Mais, pour en revenir à notre coucou né sous x, au terme de sa séance de musculation dissimulée au regard de sa mère adoptive par la coquille félonne, ne se met-il pas, une fois ce subterfuge percé à jour, à basculer par-dessus bord tout autre que lui, profitant ainsi désormais de l’exclusivité d’un gavage auto consenti …

Quant aux œufs écrasés au sol, qui s’en souvient ?

Pas eux en tout cas, qui, à défaut du nid, n'ont même plus voix au chapitre !

Et nous non plus, depuis que tout "reportage" fut interdit sur la tragique disparition des hommes qui nous précédèrent de peu à la surface de Gaïa …

Certes, pour témoin de ce drame, reste la mythologie, mais, enfouie depuis belle lurette sous les sarcasmes et l'indifférence, qui pourrait bien se soucier de ce constat d’huissier exprimé, qui plus est, en images ?…

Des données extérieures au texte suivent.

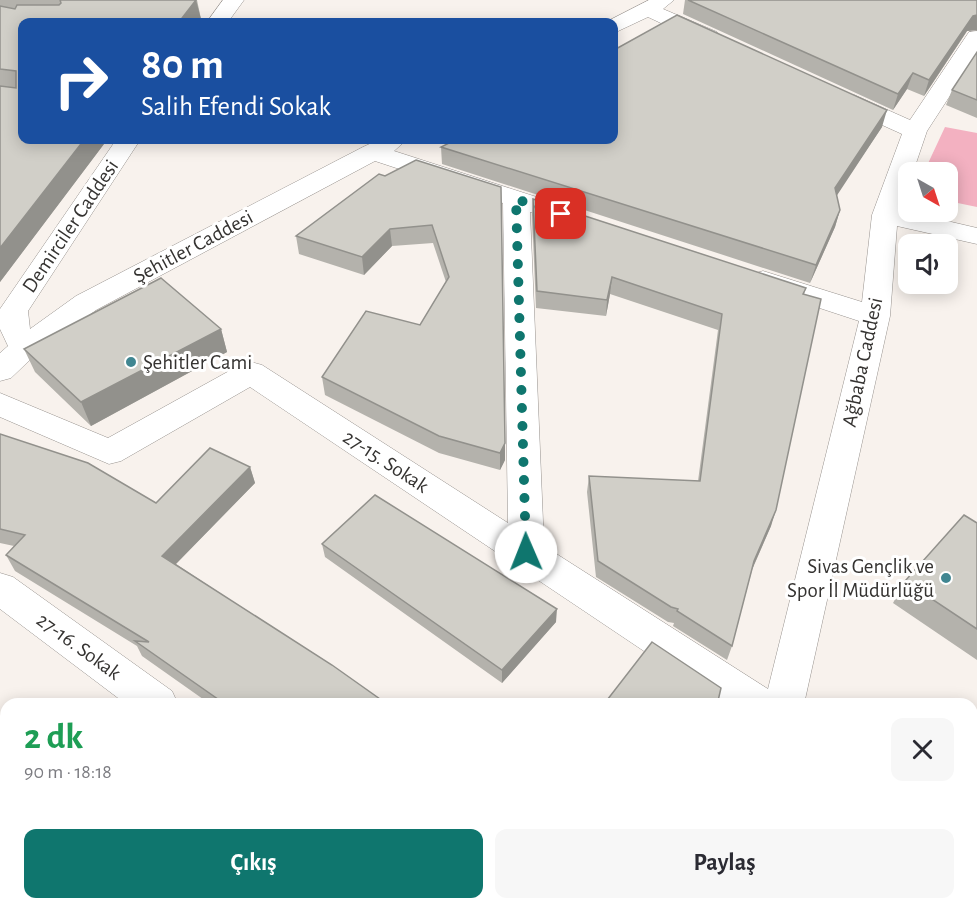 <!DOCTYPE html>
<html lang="tr">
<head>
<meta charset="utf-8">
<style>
  body { margin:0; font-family:"Alegreya Sans",sans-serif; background:#f7f7f7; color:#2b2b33; height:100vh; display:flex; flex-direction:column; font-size:22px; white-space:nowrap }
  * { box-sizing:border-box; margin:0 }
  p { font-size:20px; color:#7c7c81 }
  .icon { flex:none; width:33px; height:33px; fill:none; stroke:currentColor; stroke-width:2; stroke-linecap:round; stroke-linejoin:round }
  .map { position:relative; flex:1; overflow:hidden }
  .side { position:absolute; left:0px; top:698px; width:978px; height:212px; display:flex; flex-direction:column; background:#fff; border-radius:18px 18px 0 0; box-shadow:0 3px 15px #0003 }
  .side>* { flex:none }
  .top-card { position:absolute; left:18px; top:18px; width:600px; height:126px; border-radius:12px; box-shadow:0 3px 15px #0003; background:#1a4fa0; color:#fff; overflow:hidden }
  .needle { width:39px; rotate:141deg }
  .tools { position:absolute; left:898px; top:162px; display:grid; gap:12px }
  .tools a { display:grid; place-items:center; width:60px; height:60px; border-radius:12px; background:#fff; box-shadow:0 3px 15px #0003; font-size:30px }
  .pin { position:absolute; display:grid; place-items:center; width:51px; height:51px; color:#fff; margin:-26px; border-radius:12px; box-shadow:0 3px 9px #0006 }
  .me { position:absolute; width:66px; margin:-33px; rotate:359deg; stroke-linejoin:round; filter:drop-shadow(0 0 4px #0008) }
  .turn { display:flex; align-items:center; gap:21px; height:126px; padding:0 24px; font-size:27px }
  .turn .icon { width:78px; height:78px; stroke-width:2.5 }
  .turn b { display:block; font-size:42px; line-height:51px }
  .round { display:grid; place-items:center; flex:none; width:63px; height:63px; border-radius:12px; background:#f7f7f7 }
  .headline { display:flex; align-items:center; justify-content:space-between; height:102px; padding:0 24px }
  h1 { font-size:36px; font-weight:700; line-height:45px; color:#1e9e55 }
  .action { display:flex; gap:12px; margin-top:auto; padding:12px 24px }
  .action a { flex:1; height:69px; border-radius:12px; background:#0f766e; color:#fff; font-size:24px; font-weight:700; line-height:69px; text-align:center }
  .action a+a { background:#f7f7f7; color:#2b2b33 }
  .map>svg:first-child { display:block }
  .green { fill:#f3b1c1 }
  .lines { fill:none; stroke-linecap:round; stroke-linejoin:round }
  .street-casing { stroke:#97928e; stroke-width:1 }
  .street { fill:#fff; fill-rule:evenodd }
  .wall { fill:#b4b2ac }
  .shaded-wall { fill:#92918c }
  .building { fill:#d1cfc8; stroke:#92918c; stroke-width:1.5 }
  .route { stroke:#0f766e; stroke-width:10; stroke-dasharray:0 18 }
  .poi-dot { fill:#408691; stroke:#fff; stroke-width:2 }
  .labels { text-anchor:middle; stroke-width:6; stroke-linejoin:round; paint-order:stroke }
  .street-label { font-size:21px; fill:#353331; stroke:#fff }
  .poi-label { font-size:21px; fill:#353331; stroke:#fff; text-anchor:start }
</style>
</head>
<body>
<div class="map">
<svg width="977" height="908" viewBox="0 0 977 908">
  <rect width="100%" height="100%" fill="#f8f2ed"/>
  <path class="green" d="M945,127L977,133V207L948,201V172H924Z"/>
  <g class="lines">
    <defs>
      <path id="street" d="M223,0H244L228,22H207Z
        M649,0H674L663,9L717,32L720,37L717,42H701L648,17L614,33V22H606Z
        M977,31V54L927,131L913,172H909V184L900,210L977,228V244L897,226L890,316L804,704H723L250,387L121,461L109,464L0,417V393L108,438L240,365L251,362L262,365L508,523L503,203L375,161L96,310L35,355L11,378L0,381V353L8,346L0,329V309L116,140H140L28,311L30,329L76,296L363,147L378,140H403L404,142L394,151L583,212L587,218L583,224L574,226L530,212L544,546L768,689L859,321L753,286L749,280L753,274L763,271L862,302L872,215L902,134L838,105L834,100L838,95H854L910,120L969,32Z
        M0,573L13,577L172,691L178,704H126L0,609Z
        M972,845L977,847V893L972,891Z
        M176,903H222L221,908H175Z
        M417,903H468L470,908H419Z
        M641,903H688L686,908H639Z"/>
    </defs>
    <use href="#street" class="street-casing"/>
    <use href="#street" class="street"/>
  </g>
  <path class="wall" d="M0,0H197L201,19L198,22H22L107,140L0,282Z
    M685,0H977V30L967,31L924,96L907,89L893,110L683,14Z
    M977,52V118L946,105L952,90Z
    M882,127L836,195L840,210L835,227L810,283L442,164L441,147Z
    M416,160L505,460L500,470L439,453L325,395L322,377L420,325L446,282L433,243L392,246L364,275L299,254L296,236L385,176Z
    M533,199L806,288L804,294L771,526L752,570L732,646L727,660L673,626L674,623L668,622L596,577L587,492L589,476L698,481L718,330L610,294L606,316L536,308L532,215Z
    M221,329L227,352L91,426L35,372L24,349Z
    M0,434L156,503L250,467L255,483L176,564L387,704H210L142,656L137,646L15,571L6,555L14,546L0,543Z
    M977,523V660L893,603L905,581Z
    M322,544L556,622L502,683L325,557Z
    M233,903H320L326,908H237Z
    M495,903H614L611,908H497V904Z
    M794,903H916L922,908H800Z"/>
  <path class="shaded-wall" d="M196,0L201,19L198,22H179Z
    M977,15V30L967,31L924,96L929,80L973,16Z
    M913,73L907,89L893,110L898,94Z
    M887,110L882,127L830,206L835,188Z
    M84,140H107L0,282V248Z
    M840,210L835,227L810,283L816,265Z
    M390,229L392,246L364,275L362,257Z
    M612,277L610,294L606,316L607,300Z
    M221,329L227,352L91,426L81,402Z
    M505,443V460L500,470V453Z
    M250,467L255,483L169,571L162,556Z
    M776,510L771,526L749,576L754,561Z
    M557,609L556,622L502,683V670Z
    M108,903H122L120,908H106Z
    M610,903H614L611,908H607Z"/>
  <path class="building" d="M60,0H196L179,22H22V140H84L0,248V86L16,88V71L0,69V6L15,9L17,5H59L61,3Z
    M688,0H977V15L973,16L929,80L913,73L898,94Z
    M677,15L887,110L835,188L840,210L816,265L441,147L455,140H614V50Z
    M977,52V100L952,90Z
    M416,160L501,187L505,443L500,453L439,436L322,377L366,311L420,325L449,277L432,225L390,229L362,257L296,236L379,174L385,176Z
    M533,199L806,288L803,294L821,299L776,510L754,561L732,646L677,611L678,609L671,607L598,561L589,476L700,481L722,314L612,277L607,300L537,291Z
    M161,278L221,329L81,402L24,349Z
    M0,434L88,463L156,503L210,448L250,467L162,556L332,665L387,704H225L135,641L149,642L6,555L25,535L0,529Z
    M375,495L557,609L502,670L322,544Z
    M964,515L977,523V629L905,581Z
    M652,642L721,688L718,701L722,704H604Z
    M21,903H108L106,908H18Z
    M237,903H320L326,908H238L240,906Z
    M500,903H610L607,908H507Z
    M811,903H916L922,908H817Z"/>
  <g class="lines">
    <path class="route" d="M526,552L516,199L561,214"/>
  </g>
  <g class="poi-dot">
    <circle cx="131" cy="362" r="6"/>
    <circle cx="946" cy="578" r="6"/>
  </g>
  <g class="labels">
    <g class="street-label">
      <text transform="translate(70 226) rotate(-56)" y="7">Demirciler Caddesi</text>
      <text transform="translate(193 246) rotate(-28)" y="7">Şehitler Caddesi</text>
      <text transform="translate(862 362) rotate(-78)" y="7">Ağbaba Caddesi</text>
      <text transform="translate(386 461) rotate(33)" y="7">27-15. Sokak</text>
      <text transform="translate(79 646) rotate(36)" y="7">27-16. Sokak</text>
    </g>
    <g class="poi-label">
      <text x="143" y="369">Şehitler Cami</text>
      <text x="934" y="573" text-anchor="end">Sivas Gençlik ve<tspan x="934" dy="24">Spor İl Müdürlüğü</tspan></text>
    </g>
  </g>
</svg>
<div class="tools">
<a><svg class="needle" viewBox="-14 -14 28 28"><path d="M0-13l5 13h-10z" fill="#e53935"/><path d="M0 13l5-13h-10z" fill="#7c7c81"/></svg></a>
<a><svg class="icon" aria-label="sound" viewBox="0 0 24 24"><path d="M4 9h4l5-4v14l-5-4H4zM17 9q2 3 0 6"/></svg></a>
</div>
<div class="pin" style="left:561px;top:214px;background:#d93025"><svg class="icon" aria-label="arrive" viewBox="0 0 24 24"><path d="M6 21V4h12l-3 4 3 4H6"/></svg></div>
<svg class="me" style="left:526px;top:552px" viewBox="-20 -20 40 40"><circle r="19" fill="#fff"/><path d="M0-13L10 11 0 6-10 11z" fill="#0f766e"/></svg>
<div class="top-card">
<div class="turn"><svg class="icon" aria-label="right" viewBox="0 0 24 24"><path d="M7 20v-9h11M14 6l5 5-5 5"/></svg><div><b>80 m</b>Salih Efendi Sokak</div></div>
</div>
<section class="side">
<div class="headline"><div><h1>2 dk</h1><p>90 m · 18:18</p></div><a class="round"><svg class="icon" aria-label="close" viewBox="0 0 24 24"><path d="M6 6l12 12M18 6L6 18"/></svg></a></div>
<div class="action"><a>Çıkış</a><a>Paylaş</a></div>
</section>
</div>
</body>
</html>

Ce long détour pour dire que notre pensée dont nous pensons qu’elle a toujours été là, nidifia dans notre cerveau il y a très peu, au regard du temps long de l’évolution, et que, ce qu’elle passa sans ménagement par-dessus bord, c’est une toute autre relation au monde qui se faisait par l’image et dont nous ne nous souvenons plus, après que nos prédécesseurs en abstraction voulurent faire table rase du passé de l’Homme, de cette mythologie qui en sait beaucoup plus sur nous que nous en savons sur elle !

Et Dieu dans tout ça ?

Entendons-nous bien, contrairement aux théologiens, nous n’avons pas la folle prétention de savoir quoi que ce soit de cet absolu mystère, mais en amateurs sincères, d’observer ce que les hommes ont pu en dire ici et là, au moins depuis qu’ils imaginent pouvoir s’en approcher par la pensée …

En ce sens, ne serait-il pas intéressant de comparer deux textes fondateurs qui traitent d’un même sujet, l’Etre, mais que tout sépare : la culture, l’espace, le temps, le psychisme des uns et des autres, dont l’évolution silencieuse nous avait échappé !

 

*

*        *

 

Le premier, issu d’une longue tradition orale, fut mis par écrit, sur le tard, à contrecœur*, il y a plus de deux millénaires. Voyons ce qu’il dit, ou plutôt ne dit pas :

Il n’était alors ni être ni non être !

(…) L’Un respirait sans souffle …

Extrait de l’Hymne X-129 du Rig Veda

Le second, fondateur de la philosophie grecque, en ce sens que celle-ci va s’acharner à sortir du piège infernal de sa logique, est de Parménide, et remonte au Vème siècle avant J.C. :

L’être est, et le non-être n’est pas !

Jusqu’à il y a peu, et selon notre lieu de naissance, nous n’avions accès qu’à l’une ou l’autre de ces deux paroles qui disposent, chacune à leur manière, du mystère qui nous obsède !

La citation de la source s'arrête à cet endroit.